■ Prompt
Copy every line of the records below that holds the word "check".

■ Collected data

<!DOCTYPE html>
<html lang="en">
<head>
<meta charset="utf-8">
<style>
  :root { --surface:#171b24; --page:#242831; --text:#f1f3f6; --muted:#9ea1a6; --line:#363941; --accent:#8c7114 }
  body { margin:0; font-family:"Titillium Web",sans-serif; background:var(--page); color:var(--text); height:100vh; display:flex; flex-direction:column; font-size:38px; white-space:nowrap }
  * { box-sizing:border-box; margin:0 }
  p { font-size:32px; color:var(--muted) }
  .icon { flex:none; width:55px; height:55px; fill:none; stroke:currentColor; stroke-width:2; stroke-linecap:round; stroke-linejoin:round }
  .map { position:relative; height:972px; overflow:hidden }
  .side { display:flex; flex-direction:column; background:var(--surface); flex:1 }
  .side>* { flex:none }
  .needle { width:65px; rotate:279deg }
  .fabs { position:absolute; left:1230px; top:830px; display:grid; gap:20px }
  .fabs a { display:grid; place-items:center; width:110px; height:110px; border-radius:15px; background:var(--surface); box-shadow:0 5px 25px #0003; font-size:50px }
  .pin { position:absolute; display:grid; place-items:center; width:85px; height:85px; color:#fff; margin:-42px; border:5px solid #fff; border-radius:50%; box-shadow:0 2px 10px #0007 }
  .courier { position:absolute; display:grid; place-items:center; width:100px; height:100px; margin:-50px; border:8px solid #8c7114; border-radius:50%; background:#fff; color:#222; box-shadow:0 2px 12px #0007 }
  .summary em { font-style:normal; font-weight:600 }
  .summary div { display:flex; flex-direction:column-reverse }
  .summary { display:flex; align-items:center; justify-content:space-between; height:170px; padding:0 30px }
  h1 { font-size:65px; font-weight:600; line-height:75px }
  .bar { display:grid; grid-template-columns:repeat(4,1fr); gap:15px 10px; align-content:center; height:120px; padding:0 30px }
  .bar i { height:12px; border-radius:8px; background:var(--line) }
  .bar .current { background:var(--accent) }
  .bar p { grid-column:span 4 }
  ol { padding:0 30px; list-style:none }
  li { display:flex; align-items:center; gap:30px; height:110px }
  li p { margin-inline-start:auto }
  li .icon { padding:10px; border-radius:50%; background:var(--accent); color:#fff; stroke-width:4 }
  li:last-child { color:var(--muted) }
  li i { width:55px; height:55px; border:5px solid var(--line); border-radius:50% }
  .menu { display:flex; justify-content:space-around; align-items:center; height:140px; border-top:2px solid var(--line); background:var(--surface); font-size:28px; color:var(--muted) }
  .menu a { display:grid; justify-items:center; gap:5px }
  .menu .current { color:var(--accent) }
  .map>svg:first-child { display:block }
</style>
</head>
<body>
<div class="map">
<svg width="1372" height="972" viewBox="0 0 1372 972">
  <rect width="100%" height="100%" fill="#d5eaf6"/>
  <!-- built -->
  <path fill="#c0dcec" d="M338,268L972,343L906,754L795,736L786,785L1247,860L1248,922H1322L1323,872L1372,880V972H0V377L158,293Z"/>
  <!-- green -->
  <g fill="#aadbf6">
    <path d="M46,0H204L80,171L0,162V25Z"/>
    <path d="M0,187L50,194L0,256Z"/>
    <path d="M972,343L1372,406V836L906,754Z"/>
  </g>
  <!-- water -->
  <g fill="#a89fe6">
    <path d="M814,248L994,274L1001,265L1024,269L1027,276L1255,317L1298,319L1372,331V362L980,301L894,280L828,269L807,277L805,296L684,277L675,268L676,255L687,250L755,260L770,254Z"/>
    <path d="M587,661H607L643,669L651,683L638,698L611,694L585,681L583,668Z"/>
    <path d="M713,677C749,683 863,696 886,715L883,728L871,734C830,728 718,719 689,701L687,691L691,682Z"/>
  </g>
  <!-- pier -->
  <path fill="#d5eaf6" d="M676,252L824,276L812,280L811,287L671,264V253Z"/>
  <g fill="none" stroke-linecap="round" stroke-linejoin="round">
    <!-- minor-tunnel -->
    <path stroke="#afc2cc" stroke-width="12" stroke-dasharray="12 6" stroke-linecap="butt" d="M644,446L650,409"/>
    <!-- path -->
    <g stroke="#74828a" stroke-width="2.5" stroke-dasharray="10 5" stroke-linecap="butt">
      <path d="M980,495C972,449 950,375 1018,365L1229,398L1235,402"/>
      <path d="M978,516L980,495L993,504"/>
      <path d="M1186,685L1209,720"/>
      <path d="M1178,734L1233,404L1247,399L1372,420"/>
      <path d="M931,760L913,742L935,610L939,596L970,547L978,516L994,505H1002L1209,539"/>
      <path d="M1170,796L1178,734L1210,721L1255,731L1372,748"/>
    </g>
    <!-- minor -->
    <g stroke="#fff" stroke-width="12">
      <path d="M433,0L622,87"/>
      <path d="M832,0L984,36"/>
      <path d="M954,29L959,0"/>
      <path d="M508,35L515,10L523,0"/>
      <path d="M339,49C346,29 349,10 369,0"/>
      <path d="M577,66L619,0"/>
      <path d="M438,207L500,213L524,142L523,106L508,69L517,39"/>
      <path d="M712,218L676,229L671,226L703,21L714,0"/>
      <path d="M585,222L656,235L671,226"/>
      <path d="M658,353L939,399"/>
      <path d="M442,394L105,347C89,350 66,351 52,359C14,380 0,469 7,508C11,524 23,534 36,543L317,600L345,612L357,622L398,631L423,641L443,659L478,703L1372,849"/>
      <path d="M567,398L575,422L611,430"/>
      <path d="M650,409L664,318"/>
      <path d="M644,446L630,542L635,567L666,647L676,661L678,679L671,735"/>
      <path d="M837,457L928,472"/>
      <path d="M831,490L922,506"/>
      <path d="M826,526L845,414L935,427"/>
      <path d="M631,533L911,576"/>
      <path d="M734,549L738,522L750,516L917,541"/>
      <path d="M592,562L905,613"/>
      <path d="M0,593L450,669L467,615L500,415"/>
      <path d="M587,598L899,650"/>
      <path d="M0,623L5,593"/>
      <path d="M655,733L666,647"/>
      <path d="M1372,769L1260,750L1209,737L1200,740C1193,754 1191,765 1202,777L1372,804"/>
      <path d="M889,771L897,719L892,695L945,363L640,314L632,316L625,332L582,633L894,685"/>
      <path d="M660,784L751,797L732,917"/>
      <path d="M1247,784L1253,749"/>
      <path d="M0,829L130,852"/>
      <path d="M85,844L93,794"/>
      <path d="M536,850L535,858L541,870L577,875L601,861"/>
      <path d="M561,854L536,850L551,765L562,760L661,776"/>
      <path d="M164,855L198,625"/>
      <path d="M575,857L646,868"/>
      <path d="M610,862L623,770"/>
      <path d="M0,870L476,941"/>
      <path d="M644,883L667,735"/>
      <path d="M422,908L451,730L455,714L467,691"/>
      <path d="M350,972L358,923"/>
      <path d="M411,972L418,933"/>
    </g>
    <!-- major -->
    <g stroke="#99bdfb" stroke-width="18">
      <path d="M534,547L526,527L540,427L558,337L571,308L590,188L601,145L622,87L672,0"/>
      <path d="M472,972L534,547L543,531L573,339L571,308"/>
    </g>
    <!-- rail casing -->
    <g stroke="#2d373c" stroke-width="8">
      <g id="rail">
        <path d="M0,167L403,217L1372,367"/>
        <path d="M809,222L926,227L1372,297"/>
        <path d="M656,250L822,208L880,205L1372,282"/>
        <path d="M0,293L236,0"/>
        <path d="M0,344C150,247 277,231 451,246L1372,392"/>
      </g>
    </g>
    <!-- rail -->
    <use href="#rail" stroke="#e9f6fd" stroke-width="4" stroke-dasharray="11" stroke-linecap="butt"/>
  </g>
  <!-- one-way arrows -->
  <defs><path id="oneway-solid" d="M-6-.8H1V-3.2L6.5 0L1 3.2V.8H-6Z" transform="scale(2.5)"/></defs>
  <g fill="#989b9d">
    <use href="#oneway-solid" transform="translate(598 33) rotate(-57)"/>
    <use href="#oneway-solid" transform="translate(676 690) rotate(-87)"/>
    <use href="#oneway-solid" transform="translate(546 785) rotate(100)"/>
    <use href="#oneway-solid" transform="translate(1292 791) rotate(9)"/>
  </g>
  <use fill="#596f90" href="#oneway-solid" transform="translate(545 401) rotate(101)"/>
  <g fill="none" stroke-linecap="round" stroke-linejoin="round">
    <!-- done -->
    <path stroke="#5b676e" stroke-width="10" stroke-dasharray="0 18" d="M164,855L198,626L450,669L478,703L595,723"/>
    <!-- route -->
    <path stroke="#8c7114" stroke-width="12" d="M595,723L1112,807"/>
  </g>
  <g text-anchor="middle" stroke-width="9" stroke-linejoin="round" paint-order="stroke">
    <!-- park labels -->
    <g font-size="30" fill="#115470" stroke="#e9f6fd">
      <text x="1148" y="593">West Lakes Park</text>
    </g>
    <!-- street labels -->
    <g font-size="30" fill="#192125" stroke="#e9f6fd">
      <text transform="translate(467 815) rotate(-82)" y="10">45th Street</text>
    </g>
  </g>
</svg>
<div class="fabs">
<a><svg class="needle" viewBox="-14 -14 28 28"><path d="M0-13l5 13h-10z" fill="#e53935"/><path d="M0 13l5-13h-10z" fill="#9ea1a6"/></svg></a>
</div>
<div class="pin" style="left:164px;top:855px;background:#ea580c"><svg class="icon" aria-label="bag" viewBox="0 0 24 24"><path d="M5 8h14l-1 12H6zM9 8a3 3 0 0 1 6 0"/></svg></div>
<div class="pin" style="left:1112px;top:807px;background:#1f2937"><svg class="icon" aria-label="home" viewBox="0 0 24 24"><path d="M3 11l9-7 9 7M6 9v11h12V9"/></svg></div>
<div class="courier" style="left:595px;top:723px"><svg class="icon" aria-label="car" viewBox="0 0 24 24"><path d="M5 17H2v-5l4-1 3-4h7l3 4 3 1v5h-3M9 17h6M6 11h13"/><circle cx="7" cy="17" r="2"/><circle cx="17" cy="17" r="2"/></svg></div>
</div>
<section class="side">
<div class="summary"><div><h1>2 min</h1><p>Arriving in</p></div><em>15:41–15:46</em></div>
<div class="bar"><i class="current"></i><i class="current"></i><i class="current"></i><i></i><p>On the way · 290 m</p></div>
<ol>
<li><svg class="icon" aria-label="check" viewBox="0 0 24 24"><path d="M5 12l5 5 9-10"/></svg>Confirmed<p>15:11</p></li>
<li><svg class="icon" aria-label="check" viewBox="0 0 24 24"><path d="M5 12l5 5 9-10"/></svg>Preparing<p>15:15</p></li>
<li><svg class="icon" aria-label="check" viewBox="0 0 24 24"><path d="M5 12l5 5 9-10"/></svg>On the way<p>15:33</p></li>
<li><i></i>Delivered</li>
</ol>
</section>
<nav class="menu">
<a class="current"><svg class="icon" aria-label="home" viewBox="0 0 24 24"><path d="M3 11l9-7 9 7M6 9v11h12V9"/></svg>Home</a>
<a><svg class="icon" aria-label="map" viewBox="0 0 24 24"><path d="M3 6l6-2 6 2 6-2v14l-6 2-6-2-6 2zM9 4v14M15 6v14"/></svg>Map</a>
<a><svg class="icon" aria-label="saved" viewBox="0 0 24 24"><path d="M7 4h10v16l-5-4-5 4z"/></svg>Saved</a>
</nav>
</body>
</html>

■ Answer for this exercise
<li><svg class="icon" aria-label="check" viewBox="0 0 24 24"><path d="M5 12l5 5 9-10"/></svg>Confirmed<p>15:11</p></li>
<li><svg class="icon" aria-label="check" viewBox="0 0 24 24"><path d="M5 12l5 5 9-10"/></svg>Preparing<p>15:15</p></li>
<li><svg class="icon" aria-label="check" viewBox="0 0 24 24"><path d="M5 12l5 5 9-10"/></svg>On the way<p>15:33</p></li>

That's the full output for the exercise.